Work to be completed —
Return only the stretch of the material below that begins with the line containing "M941 273 974 303 950 330 916 300Z" and ends with the line containing "M893 838 913", exactly; both of those lines belong to it.

START Entries provided

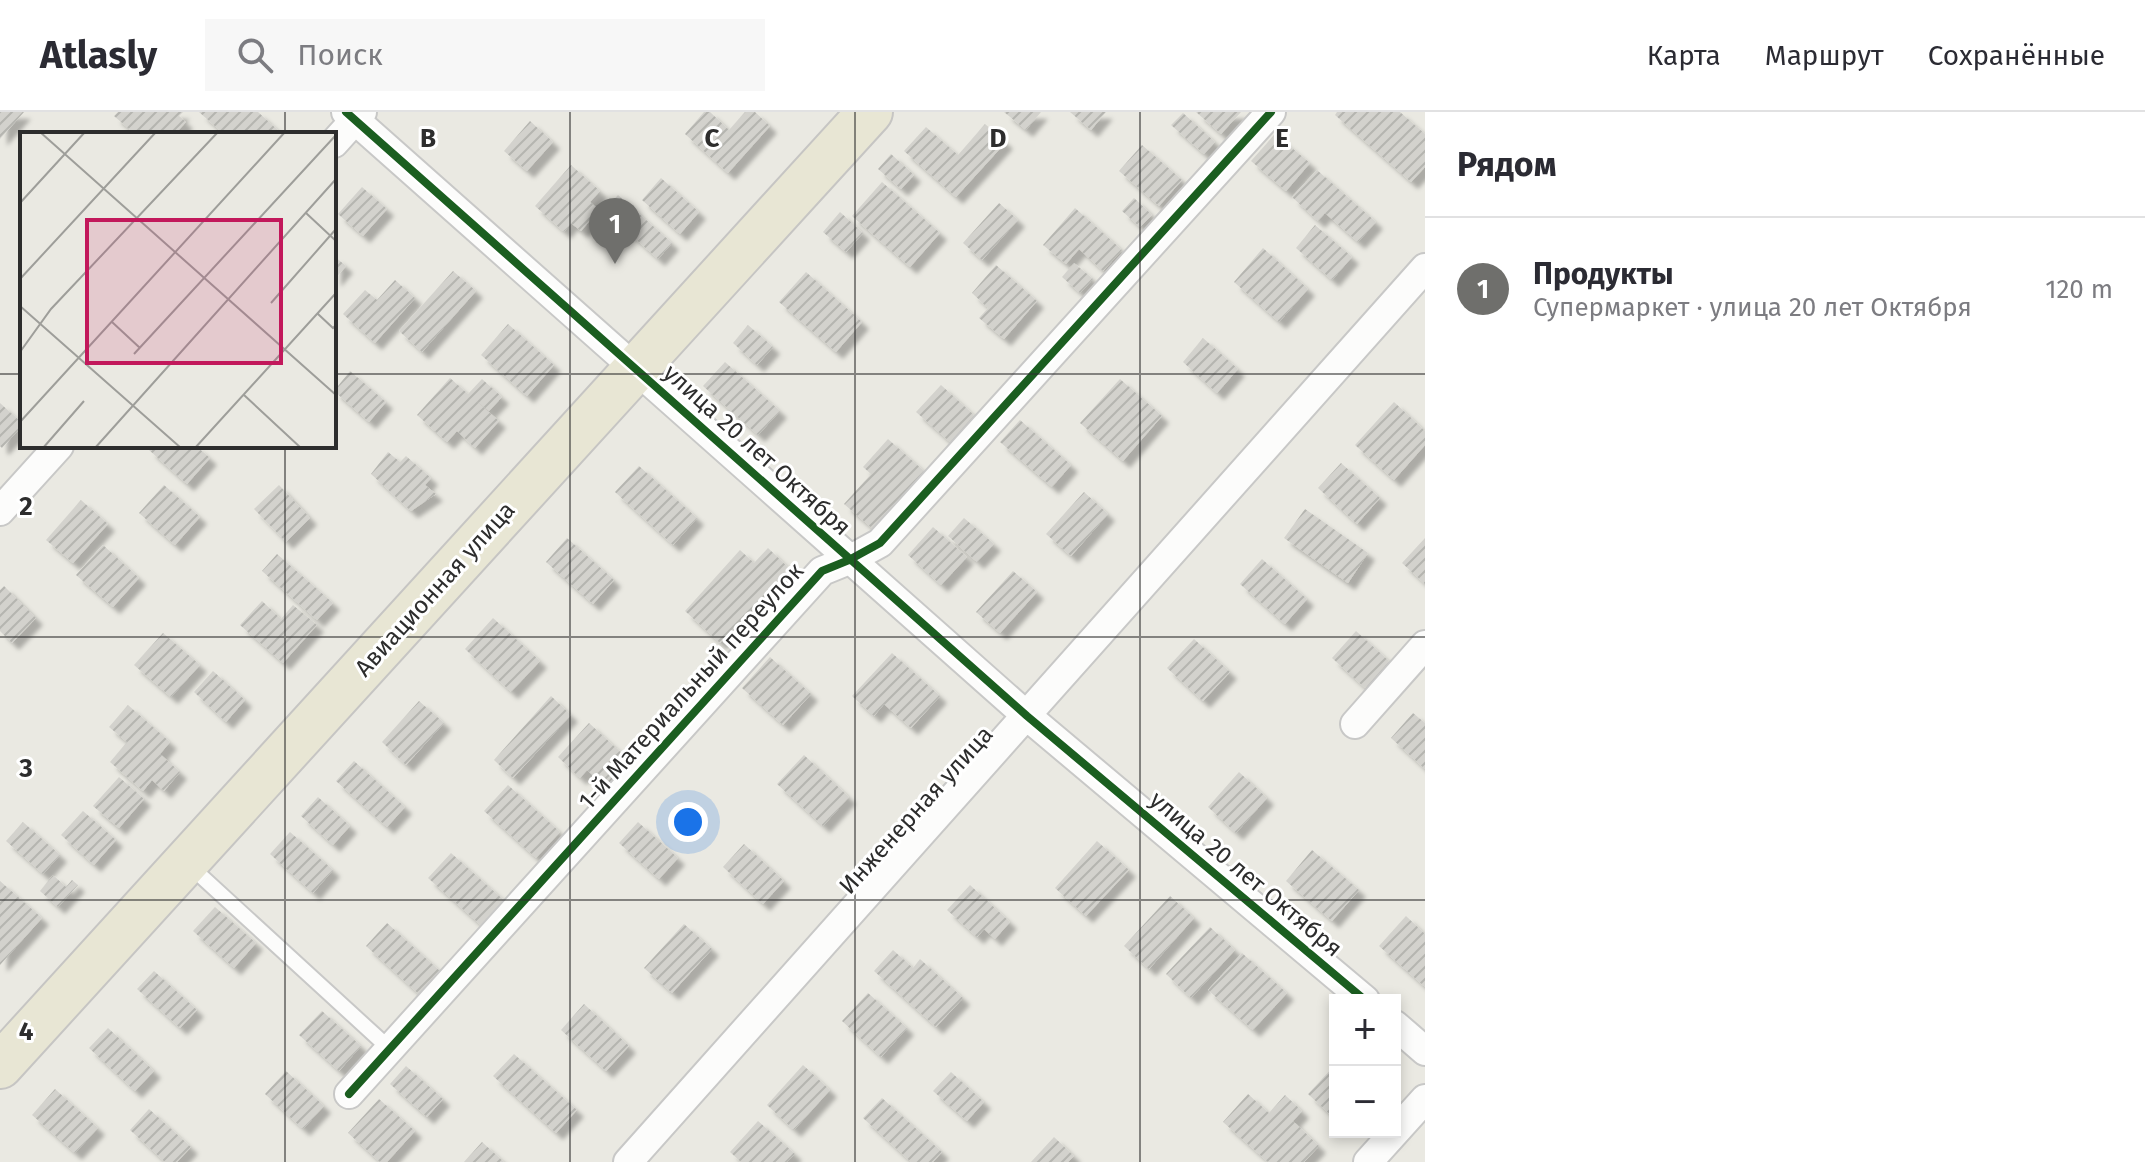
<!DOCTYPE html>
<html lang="ru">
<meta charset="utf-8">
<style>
:root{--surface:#fff;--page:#f7f7f7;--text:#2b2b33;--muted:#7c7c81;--line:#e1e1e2;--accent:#6f6f6c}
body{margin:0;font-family:"Fira Sans",sans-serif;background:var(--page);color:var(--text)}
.controls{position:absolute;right:24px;bottom:24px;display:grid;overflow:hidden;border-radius:0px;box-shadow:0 4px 12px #0003}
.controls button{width:72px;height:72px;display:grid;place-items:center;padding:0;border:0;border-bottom:2px solid var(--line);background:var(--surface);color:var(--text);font:40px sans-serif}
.you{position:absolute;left:688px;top:710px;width:28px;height:28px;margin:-20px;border:6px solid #fff;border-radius:50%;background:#1a73e8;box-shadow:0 0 0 12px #1a73e833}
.badge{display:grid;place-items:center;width:52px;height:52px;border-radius:50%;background:var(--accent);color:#fff;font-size:26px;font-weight:700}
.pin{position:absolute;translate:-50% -66px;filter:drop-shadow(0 2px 4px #0008)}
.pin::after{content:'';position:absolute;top:42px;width:28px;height:24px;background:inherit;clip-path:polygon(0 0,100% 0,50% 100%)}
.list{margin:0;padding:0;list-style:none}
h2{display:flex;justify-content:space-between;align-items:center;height:104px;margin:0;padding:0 32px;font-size:34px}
h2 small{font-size:26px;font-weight:400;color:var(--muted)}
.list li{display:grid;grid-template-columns:52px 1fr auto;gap:24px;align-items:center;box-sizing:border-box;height:144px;padding:0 32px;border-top:2px solid var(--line)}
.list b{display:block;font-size:30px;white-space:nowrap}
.list p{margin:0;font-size:26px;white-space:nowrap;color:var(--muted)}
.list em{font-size:26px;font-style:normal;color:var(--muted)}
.icon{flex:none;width:44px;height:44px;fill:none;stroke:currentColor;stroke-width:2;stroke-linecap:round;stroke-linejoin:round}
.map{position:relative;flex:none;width:1425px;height:1050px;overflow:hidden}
header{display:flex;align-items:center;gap:48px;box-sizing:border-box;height:112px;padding:0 40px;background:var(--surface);border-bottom:2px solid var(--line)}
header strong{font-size:38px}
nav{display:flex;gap:44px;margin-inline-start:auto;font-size:28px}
.search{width:560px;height:72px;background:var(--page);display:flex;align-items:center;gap:20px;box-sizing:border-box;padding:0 28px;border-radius:0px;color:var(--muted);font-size:30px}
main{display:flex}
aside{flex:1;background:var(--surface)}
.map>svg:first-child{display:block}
</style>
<header>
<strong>Atlasly</strong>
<div class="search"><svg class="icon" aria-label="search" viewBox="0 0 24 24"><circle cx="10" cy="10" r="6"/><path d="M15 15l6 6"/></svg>Поиск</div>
<nav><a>Карта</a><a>Маршрут</a><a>Сохранённые</a></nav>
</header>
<main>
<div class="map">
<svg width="1425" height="1050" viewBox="0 0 1425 1050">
<defs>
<pattern id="building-hatch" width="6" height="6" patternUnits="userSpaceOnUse" patternTransform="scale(2)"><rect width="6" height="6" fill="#d3d2cd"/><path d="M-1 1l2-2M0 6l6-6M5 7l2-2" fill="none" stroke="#b5b5b0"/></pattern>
<filter id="shadow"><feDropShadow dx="7" dy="7" stdDeviation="2" flood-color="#0004"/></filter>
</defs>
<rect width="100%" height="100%" fill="#eae9e2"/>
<path fill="url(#building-hatch)" filter="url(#shadow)" d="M0 0H24L0 27Z
M118 0H183L179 4 186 10 175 22H135L114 4Z
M199 0H258L282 22H224Z
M704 0H710L729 18 745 0H755L770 14 728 61 685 22Z
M1004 0H1041L1026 18Z
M1070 0H1106L1091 18Z
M1196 0H1241L1221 22Z
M1337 0H1400L1425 22V55L1411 70 1335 3Z
M1183 1 1215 30 1204 42 1171 13Z
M530 9 553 30 527 59 504 39Z
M985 12 1006 30 956 85 904 39 926 15 958 43Z
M1275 22 1310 51 1286 79 1251 49Z
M1142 33 1182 68 1159 94 1119 59Z
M891 42 914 63 901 77 878 57Z
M571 53 600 79 590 90 599 98 581 119 571 111 564 120 535 94Z
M1317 58 1376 110 1358 130 1325 101 1318 109 1292 85Z
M661 66 699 100 680 122 642 88Z
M882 70 940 121 910 155 852 104Z
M362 75 387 97 363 124 338 102Z
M618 83 672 131 658 147 604 99Z
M1134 86 1152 103 1140 115 1122 99Z
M999 91 1018 108 982 148 963 131Z
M1075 96 1122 138 1103 159 1079 137 1066 152 1043 133Z
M840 100 863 121 846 140 823 120Z
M1315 113 1352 145 1332 168 1296 136Z
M1263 136 1308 177 1279 210 1234 170Z
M334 144 346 154 334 168Z
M1074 151 1093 167 1080 181 1062 165Z
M996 153 1037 189 1004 227 979 206 988 196 972 181Z
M453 159 476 179 422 240 399 219Z
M806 160 862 210 836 240 779 190Z
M395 168 415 186 375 231 343 202 365 178 377 188Z
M508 212 554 253 527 284 481 243Z
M748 213 773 235 757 253 733 231Z
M1203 226 1238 257 1217 281 1183 250Z
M725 250 780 299 758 323 703 274Z
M350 259 386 290 369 310 334 279Z
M450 266 468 282 482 267 502 285 489 299 474 287 499 309 475 336 457 319 447 330 417 303Z
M1120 267 1162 304 1123 349 1080 311Z
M941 273 974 303 950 330 916 300Z
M1394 290 1425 319V333L1394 368 1355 333Z
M0 291 22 311V314L2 336 0 334Z
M1020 308 1071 353 1052 375 1000 330Z
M888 327 924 359 873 417 844 392 871 362 863 355Z
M152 334H196L210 346 187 372 149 338Z
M388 340 400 350 406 344 431 366 425 373 436 382 411 399 371 362Z
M1341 351 1380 386 1357 412 1318 376Z
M639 354 697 406 673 433 615 380Z
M164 373 200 405 175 433 139 401Z
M279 373 310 406 286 430 254 397Z
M1084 380 1108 402 1071 444 1046 422Z
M81 388 108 412 73 451 46 428Z
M1305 397 1368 441 1348 471 1284 426Z
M964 406 994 432 977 450 948 424Z
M933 415 967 445 941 473 908 443Z
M567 426 614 468 593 492 546 450Z
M1425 426V472L1402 451Z
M103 433 139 466 113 495 76 463Z
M768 436 795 462 766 494 760 488 720 531 685 499 740 438 754 451Z
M277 442 333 491 317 508 262 459Z
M1262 447 1307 487 1285 512 1240 472Z
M1013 459 1037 480 1000 521 976 500Z
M4 474 36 506 12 531 0 519V478Z
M262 489 281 507 293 493 317 513 283 551 240 513Z
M493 506 540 549 511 580 465 537Z
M1356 519 1389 549 1365 576 1332 546Z
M163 521 200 553 171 585 134 553Z
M1194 527 1230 560 1203 589 1167 556Z
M892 541 940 584 911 616 884 592 874 604 852 584Z
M770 545 811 582 783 613 742 576Z
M213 559 245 588 226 610 194 580Z
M551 584 571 603 513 666 494 648Z
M419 589 444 611 406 653 382 630Z
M128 593 170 630 160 642 180 660 164 679 152 668 143 679 110 650 127 630 109 615Z
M1413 601 1425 611V657L1391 626Z
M589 611 628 647 604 673 587 658 580 666 558 645Z
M804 643 849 685 823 714 777 672Z
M354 649 405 695 387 715 336 669Z
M1239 660 1267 686 1236 721 1208 695Z
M119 665 144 687 119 716 93 694Z
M508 673 560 720 536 746 484 699Z
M318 685 350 714 333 733 301 704Z
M83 699 116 728 94 753 61 723Z
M23 710 60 743 43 762 6 729Z
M638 710 678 746 659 767 619 731Z
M290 720 333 758 313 781 270 742Z
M1097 729 1129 758 1086 804 1055 776Z
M744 732 784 769 763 792 723 755Z
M1312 738 1359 778 1332 809 1286 769Z
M451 741 507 791 484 816 428 766Z
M53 763 66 775 72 768 78 773 58 795 40 779Z
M0 769 42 806 0 853Z
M970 773 1010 810 995 827 984 817 977 825 947 798Z
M1170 784 1194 806 1149 857 1124 834Z
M215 795 256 831 234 856 193 819Z
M1406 804 1425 822V875L1379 834Z
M387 811 442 861 421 884 366 834Z
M684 812 712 837 672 881 644 856Z
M1210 815 1235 838 1191 886 1166 862Z
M893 838 913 856 920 847 963 886 936 915 874 859Z
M1242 841 1287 881 1253 918 1208 878Z
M154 859 197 898 180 916 137 877Z
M868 881 907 916 881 945 842 909Z
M584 892 629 934 606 959 561 918Z
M322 899 361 934 339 959 299 923Z
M108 916 154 959 135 979 89 936Z
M514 942 577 998 556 1021 493 964Z
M803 953 830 978 794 1018 767 993Z
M1335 953V1007L1308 982Z
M406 954 443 987 427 1005 390 972Z
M286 959 324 994 303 1017 265 982Z
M951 960 984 990 967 1009 933 979Z
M55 977 98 1016 75 1041 32 1003Z
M1248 982 1269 1001 1285 983 1302 999 1293 1009 1319 1034 1304 1050H1268L1223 1010Z
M882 986 942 1040 933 1050H911L863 1006Z
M379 987 415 1019 387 1050H380L348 1021Z
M149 997 191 1035 177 1050H165L130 1018Z
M758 1009 795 1042 787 1050H741L730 1040Z
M1054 1025 1074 1044 1068 1050H1031Z
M482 1030 504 1050H464Z"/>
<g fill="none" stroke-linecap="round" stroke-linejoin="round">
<g stroke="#c8c8c7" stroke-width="18">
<path id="service" d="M189 753 391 938"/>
</g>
<g stroke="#c8c8c7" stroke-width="32">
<path id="minor" d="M346 0 1027 604 1365 888
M334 31 362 0
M0 399 59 334
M1355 612 1425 533
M1395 913 1425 939
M349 982 822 459 849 448 880 431 1271 0
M628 1050 1425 156
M1368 1050 1425 987"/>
</g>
<g stroke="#c6c5c3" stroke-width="48">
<path id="primary" d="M0 954 870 0"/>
</g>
<use href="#service" stroke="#fcfcfb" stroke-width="14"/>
<use href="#minor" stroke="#fcfcfb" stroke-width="28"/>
<use href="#primary" stroke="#e8e6d4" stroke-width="44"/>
<g stroke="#fff" stroke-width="13">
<path id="cycleway" d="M346 0 1027 604 1365 888
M349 982 822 459 849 448 880 431 1271 0"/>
</g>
<use href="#cycleway" stroke="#1b5e20" stroke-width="8"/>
</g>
<path fill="none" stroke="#2d2d2d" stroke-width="2" stroke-opacity="0.55" d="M285 0V22M570 0V1050M855 0V1050M1140 0V1050M0 262H22M334 262H1425M285 334V1050M0 525H1425M0 788H1425"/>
<g text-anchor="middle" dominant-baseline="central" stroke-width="6" stroke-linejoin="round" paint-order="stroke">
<g font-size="24" fill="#2d2d2d" stroke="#fff">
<text transform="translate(757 338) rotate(42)">улица 20 лет Октября</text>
<text transform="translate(435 477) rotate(-48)">Авиационная улица</text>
<text transform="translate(691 574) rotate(-48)">1-й Материальный переулок</text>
<text transform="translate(916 698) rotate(-48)">Инженерная улица</text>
<text transform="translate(1246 762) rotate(40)">улица 20 лет Октября</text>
</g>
</g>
<g transform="translate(20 20)">
<rect width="316" height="316" fill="#eae9e2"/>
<path fill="none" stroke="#9e9e9a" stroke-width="2" d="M20 0 316 263M0 71 65 0M286 81 316 109M0 147 136 0M251 171 316 97M0 174 161 316M298 182 313 196 316 193M92 190 120 216M0 220 31 177 198 0M114 222 316 3M224 263 281 316M0 290 265 0M23 316 64 269M75 316 316 47M175 316 316 161"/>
<path fill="#c2185b" fill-opacity="0.15" stroke="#c2185b" stroke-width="4" d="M67 88H261V231H67Z"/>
<rect width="316" height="316" fill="none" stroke="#2d2d2d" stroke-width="4"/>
</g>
<g font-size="26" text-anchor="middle" font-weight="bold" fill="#2d2d2d" stroke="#fff" stroke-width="6" stroke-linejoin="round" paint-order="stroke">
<text x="428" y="35">B</text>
<text x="712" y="35">C</text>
<text x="998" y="35">D</text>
<text x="1282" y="35">E</text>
<text x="26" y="403">2</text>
<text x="26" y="665">3</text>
<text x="26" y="928">4</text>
</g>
</svg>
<div class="controls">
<button>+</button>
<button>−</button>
</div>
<div class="you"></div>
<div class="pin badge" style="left:615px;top:152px">1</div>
</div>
<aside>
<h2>Рядом<small></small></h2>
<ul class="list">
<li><span class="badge">1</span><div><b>Продукты</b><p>Супермаркет · улица 20 лет Октября</p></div><em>120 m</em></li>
</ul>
</aside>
</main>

END Entries provided

Result of this exercise —
M941 273 974 303 950 330 916 300Z
M1394 290 1425 319V333L1394 368 1355 333Z
M0 291 22 311V314L2 336 0 334Z
M1020 308 1071 353 1052 375 1000 330Z
M888 327 924 359 873 417 844 392 871 362 863 355Z
M152 334H196L210 346 187 372 149 338Z
M388 340 400 350 406 344 431 366 425 373 436 382 411 399 371 362Z
M1341 351 1380 386 1357 412 1318 376Z
M639 354 697 406 673 433 615 380Z
M164 373 200 405 175 433 139 401Z
M279 373 310 406 286 430 254 397Z
M1084 380 1108 402 1071 444 1046 422Z
M81 388 108 412 73 451 46 428Z
M1305 397 1368 441 1348 471 1284 426Z
M964 406 994 432 977 450 948 424Z
M933 415 967 445 941 473 908 443Z
M567 426 614 468 593 492 546 450Z
M1425 426V472L1402 451Z
M103 433 139 466 113 495 76 463Z
M768 436 795 462 766 494 760 488 720 531 685 499 740 438 754 451Z
M277 442 333 491 317 508 262 459Z
M1262 447 1307 487 1285 512 1240 472Z
M1013 459 1037 480 1000 521 976 500Z
M4 474 36 506 12 531 0 519V478Z
M262 489 281 507 293 493 317 513 283 551 240 513Z
M493 506 540 549 511 580 465 537Z
M1356 519 1389 549 1365 576 1332 546Z
M163 521 200 553 171 585 134 553Z
M1194 527 1230 560 1203 589 1167 556Z
M892 541 940 584 911 616 884 592 874 604 852 584Z
M770 545 811 582 783 613 742 576Z
M213 559 245 588 226 610 194 580Z
M551 584 571 603 513 666 494 648Z
M419 589 444 611 406 653 382 630Z
M128 593 170 630 160 642 180 660 164 679 152 668 143 679 110 650 127 630 109 615Z
M1413 601 1425 611V657L1391 626Z
M589 611 628 647 604 673 587 658 580 666 558 645Z
M804 643 849 685 823 714 777 672Z
M354 649 405 695 387 715 336 669Z
M1239 660 1267 686 1236 721 1208 695Z
M119 665 144 687 119 716 93 694Z
M508 673 560 720 536 746 484 699Z
M318 685 350 714 333 733 301 704Z
M83 699 116 728 94 753 61 723Z
M23 710 60 743 43 762 6 729Z
M638 710 678 746 659 767 619 731Z
M290 720 333 758 313 781 270 742Z
M1097 729 1129 758 1086 804 1055 776Z
M744 732 784 769 763 792 723 755Z
M1312 738 1359 778 1332 809 1286 769Z
M451 741 507 791 484 816 428 766Z
M53 763 66 775 72 768 78 773 58 795 40 779Z
M0 769 42 806 0 853Z
M970 773 1010 810 995 827 984 817 977 825 947 798Z
M1170 784 1194 806 1149 857 1124 834Z
M215 795 256 831 234 856 193 819Z
M1406 804 1425 822V875L1379 834Z
M387 811 442 861 421 884 366 834Z
M684 812 712 837 672 881 644 856Z
M1210 815 1235 838 1191 886 1166 862Z
M893 838 913 856 920 847 963 886 936 915 874 859Z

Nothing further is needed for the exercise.